'''

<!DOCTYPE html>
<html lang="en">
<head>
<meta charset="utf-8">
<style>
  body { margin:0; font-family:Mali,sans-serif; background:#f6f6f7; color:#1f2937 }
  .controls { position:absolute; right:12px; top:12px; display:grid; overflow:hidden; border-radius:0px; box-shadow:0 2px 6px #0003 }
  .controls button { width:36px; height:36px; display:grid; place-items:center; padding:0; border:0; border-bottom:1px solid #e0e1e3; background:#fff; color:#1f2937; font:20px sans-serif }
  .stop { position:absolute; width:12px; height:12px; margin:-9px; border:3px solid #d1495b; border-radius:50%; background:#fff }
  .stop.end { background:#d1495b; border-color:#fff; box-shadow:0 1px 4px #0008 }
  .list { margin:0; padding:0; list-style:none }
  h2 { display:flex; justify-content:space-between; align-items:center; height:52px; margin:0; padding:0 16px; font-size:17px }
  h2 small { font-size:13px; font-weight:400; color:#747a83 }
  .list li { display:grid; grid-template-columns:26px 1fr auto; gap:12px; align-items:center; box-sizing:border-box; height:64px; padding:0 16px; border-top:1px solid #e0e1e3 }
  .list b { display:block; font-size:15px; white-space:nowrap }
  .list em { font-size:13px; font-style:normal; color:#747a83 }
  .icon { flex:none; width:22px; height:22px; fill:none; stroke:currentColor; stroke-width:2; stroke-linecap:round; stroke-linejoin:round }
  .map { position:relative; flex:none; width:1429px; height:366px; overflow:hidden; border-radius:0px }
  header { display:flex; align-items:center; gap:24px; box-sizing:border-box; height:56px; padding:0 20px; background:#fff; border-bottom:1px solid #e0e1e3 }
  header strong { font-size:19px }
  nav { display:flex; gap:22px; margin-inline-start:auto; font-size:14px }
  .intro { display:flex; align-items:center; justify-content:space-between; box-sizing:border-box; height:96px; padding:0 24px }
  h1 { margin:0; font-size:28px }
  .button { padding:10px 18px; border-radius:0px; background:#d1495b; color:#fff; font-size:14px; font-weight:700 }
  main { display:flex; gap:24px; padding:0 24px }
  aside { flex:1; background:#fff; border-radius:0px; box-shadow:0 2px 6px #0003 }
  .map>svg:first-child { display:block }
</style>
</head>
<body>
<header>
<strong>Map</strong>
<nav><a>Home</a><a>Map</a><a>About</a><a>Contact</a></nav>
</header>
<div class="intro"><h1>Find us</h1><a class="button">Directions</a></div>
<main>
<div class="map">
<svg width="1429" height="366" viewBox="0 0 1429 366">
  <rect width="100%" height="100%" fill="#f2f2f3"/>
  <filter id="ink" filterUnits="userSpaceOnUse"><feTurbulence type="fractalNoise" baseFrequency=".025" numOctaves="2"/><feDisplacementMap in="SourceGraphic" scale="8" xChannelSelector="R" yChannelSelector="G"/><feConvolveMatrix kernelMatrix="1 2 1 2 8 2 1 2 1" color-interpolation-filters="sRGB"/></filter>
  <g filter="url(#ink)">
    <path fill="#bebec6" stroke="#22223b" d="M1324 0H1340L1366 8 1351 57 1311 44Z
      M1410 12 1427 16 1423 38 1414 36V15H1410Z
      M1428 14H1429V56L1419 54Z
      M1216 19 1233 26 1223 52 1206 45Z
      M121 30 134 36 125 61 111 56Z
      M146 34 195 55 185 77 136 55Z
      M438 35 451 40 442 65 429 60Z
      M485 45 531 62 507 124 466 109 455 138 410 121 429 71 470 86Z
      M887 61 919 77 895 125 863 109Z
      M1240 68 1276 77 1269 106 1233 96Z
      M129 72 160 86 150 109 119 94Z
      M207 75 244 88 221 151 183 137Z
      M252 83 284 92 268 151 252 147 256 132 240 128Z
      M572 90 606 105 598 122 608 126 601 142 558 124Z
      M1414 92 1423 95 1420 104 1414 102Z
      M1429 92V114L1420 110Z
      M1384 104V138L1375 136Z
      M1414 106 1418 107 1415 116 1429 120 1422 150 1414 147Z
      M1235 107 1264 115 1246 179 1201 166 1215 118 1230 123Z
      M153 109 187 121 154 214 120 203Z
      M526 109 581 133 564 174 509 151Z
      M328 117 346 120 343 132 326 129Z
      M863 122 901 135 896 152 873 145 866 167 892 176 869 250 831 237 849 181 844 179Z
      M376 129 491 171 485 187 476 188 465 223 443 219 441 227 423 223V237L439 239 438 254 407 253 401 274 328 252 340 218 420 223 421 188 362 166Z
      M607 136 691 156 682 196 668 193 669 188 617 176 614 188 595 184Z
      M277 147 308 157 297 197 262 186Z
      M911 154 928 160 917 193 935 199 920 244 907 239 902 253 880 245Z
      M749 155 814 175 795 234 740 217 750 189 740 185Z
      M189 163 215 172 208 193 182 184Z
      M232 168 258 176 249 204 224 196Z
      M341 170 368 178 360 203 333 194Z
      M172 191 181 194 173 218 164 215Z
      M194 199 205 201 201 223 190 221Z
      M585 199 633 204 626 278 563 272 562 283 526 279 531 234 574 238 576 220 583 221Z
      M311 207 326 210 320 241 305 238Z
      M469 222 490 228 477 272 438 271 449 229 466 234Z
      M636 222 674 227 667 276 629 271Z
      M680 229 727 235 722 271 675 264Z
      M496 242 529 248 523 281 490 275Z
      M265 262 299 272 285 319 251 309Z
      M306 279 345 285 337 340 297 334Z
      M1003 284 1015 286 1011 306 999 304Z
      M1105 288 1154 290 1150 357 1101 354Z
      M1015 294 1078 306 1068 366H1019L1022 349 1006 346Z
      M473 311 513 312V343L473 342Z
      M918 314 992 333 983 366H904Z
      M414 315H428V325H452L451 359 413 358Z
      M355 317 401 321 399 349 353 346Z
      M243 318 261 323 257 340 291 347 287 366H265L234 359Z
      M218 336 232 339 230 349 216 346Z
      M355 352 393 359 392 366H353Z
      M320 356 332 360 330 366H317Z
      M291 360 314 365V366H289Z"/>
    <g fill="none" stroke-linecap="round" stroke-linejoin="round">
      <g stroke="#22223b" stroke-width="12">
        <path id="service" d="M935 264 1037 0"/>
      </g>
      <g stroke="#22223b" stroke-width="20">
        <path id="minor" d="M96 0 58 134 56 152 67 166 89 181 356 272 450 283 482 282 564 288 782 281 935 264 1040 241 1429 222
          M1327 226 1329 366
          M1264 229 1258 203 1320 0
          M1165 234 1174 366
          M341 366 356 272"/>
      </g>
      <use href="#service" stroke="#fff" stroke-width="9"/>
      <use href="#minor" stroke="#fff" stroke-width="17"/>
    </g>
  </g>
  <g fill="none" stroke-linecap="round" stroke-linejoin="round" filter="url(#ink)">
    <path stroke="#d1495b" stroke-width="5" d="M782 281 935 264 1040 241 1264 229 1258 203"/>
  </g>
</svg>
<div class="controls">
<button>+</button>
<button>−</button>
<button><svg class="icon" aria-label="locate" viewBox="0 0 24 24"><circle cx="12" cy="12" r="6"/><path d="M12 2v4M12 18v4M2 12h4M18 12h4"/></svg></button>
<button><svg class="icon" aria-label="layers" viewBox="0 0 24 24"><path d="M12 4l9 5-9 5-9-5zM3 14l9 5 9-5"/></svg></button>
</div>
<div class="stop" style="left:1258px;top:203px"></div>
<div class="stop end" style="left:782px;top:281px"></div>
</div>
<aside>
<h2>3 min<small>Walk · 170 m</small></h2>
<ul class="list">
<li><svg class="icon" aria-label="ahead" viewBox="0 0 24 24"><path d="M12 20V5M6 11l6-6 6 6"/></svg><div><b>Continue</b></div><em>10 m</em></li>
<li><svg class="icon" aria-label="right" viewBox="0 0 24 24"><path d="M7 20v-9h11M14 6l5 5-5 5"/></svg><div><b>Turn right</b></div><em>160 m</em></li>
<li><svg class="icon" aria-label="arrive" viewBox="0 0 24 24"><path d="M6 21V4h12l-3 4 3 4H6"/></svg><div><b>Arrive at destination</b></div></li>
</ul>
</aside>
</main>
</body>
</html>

'''
'''

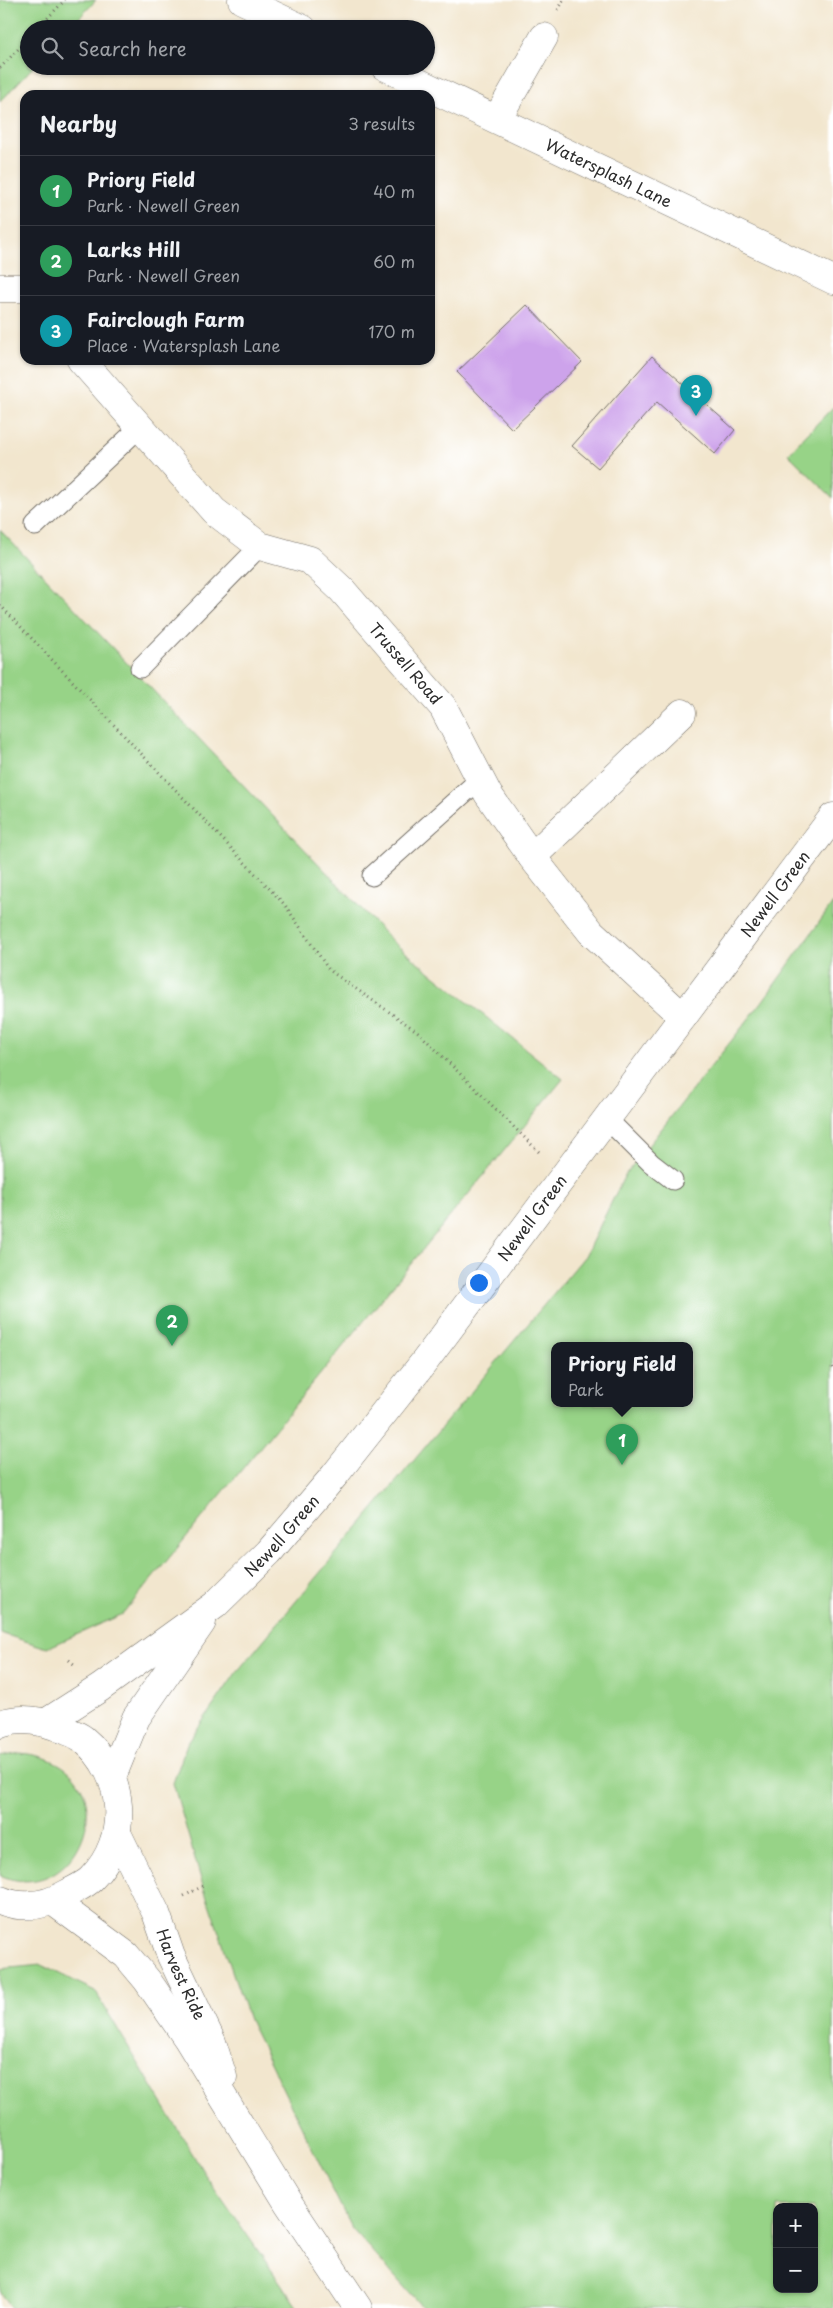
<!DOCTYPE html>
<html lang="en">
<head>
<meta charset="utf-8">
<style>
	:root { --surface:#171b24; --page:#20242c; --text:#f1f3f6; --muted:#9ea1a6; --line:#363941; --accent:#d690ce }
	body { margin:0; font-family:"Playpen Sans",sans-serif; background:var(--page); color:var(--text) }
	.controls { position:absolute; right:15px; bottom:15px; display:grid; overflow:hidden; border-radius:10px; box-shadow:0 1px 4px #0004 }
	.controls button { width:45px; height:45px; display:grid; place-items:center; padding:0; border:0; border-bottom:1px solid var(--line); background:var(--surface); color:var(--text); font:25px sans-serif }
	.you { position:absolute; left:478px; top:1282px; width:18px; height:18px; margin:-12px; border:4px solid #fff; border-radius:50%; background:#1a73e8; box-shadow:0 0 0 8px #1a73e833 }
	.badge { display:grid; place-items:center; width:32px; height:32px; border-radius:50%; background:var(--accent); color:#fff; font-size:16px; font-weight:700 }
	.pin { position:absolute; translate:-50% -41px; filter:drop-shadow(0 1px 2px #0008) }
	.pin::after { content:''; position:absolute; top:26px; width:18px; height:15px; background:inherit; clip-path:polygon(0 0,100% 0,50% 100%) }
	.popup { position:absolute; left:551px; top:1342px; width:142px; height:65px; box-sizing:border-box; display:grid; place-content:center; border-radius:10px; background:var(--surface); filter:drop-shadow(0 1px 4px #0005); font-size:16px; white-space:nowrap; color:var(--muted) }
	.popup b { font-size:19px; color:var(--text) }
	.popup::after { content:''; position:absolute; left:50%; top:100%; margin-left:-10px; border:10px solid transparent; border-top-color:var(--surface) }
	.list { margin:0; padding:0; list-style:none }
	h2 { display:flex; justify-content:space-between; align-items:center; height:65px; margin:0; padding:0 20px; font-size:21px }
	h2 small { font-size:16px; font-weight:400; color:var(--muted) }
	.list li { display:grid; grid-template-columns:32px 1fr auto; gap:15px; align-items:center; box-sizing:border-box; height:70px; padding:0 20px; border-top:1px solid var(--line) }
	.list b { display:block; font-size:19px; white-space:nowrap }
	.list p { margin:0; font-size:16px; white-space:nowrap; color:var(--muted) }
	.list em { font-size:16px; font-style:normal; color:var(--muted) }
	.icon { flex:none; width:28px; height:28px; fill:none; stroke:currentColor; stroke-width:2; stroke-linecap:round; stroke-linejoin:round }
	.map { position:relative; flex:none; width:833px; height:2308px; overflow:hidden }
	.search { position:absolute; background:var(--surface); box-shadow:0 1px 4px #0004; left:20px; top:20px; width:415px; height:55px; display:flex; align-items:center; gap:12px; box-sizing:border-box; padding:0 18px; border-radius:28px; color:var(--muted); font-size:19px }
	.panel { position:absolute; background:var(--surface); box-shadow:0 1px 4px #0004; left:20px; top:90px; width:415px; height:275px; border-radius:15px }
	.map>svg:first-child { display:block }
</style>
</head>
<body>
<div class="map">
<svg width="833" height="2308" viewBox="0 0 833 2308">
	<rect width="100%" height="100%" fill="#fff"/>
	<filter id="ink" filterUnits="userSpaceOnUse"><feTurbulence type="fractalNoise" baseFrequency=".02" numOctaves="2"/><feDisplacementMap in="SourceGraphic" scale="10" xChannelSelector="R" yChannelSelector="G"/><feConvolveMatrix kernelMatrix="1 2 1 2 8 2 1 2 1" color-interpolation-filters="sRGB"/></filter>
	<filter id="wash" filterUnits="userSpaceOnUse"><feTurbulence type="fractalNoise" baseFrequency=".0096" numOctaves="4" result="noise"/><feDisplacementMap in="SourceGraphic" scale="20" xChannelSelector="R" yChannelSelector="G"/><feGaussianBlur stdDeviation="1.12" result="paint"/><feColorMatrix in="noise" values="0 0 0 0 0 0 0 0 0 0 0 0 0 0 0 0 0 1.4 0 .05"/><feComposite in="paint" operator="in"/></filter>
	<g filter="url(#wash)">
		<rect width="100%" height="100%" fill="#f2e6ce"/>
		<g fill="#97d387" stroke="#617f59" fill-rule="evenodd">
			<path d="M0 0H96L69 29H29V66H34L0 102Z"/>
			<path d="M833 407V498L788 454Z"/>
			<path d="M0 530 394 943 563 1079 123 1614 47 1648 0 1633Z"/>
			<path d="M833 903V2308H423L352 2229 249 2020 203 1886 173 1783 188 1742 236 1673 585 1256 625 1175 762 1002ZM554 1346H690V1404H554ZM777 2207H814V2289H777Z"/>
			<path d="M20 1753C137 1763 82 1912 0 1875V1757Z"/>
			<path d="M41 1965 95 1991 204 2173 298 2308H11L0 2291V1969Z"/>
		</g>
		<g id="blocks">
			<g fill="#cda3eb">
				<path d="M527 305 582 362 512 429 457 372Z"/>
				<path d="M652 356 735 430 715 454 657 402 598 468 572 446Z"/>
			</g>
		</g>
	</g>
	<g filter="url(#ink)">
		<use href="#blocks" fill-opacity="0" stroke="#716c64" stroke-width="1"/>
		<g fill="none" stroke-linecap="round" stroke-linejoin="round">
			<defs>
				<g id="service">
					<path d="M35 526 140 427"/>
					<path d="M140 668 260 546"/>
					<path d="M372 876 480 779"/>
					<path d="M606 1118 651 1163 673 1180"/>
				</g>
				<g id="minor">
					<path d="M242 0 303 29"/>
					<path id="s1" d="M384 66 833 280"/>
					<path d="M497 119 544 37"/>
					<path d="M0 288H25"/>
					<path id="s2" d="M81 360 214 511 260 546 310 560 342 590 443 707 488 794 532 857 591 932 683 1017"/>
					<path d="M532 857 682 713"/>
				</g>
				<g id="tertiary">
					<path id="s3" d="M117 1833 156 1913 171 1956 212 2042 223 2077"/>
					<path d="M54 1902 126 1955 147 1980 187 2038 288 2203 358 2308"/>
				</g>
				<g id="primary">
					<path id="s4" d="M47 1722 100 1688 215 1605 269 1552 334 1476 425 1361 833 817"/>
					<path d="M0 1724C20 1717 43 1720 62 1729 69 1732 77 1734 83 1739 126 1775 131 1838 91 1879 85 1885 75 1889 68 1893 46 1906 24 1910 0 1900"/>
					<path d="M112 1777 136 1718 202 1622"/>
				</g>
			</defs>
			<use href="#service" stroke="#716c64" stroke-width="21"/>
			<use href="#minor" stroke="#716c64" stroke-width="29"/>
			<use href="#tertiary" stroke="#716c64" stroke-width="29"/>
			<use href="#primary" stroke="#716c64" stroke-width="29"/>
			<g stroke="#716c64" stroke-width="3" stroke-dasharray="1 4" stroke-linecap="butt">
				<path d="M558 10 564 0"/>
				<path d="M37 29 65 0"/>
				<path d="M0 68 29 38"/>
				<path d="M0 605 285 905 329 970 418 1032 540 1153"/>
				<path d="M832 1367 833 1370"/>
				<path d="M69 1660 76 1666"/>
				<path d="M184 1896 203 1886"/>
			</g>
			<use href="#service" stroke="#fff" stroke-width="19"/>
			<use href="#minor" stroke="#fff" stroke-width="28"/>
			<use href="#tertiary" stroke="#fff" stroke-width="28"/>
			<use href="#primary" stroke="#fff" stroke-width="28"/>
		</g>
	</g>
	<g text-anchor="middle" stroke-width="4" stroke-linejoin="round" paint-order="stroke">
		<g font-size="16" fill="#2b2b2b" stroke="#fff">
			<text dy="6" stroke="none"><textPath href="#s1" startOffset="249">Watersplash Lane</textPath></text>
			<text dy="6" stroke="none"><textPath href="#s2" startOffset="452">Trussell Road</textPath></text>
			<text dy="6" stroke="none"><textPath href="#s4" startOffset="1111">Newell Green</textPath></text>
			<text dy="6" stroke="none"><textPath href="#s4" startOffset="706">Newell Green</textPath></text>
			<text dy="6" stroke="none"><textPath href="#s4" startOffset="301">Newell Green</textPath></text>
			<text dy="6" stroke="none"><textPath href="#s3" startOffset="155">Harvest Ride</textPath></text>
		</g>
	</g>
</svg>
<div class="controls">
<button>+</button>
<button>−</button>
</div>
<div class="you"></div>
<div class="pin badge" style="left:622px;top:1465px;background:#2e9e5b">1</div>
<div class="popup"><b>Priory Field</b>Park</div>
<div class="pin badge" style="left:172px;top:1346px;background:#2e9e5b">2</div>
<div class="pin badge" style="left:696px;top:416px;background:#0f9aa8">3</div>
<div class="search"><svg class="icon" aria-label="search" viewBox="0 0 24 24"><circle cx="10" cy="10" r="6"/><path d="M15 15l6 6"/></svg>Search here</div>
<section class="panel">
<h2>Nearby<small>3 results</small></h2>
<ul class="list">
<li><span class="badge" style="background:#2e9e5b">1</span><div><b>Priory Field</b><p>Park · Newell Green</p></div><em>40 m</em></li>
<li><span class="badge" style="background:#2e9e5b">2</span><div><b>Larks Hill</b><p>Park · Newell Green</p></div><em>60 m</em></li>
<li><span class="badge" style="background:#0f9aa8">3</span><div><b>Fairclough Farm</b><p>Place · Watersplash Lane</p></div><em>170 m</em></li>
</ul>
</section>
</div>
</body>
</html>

'''

Exercise
Output the lines above exactly, but only those between the line holding "width:36px; height:36px; display:grid;" and the line holding "background:#d1495b; border-color:#fff; box-shadow:0", inclusive.

Response for this exercise
  .controls button { width:36px; height:36px; display:grid; place-items:center; padding:0; border:0; border-bottom:1px solid #e0e1e3; background:#fff; color:#1f2937; font:20px sans-serif }
  .stop { position:absolute; width:12px; height:12px; margin:-9px; border:3px solid #d1495b; border-radius:50%; background:#fff }
  .stop.end { background:#d1495b; border-color:#fff; box-shadow:0 1px 4px #0008 }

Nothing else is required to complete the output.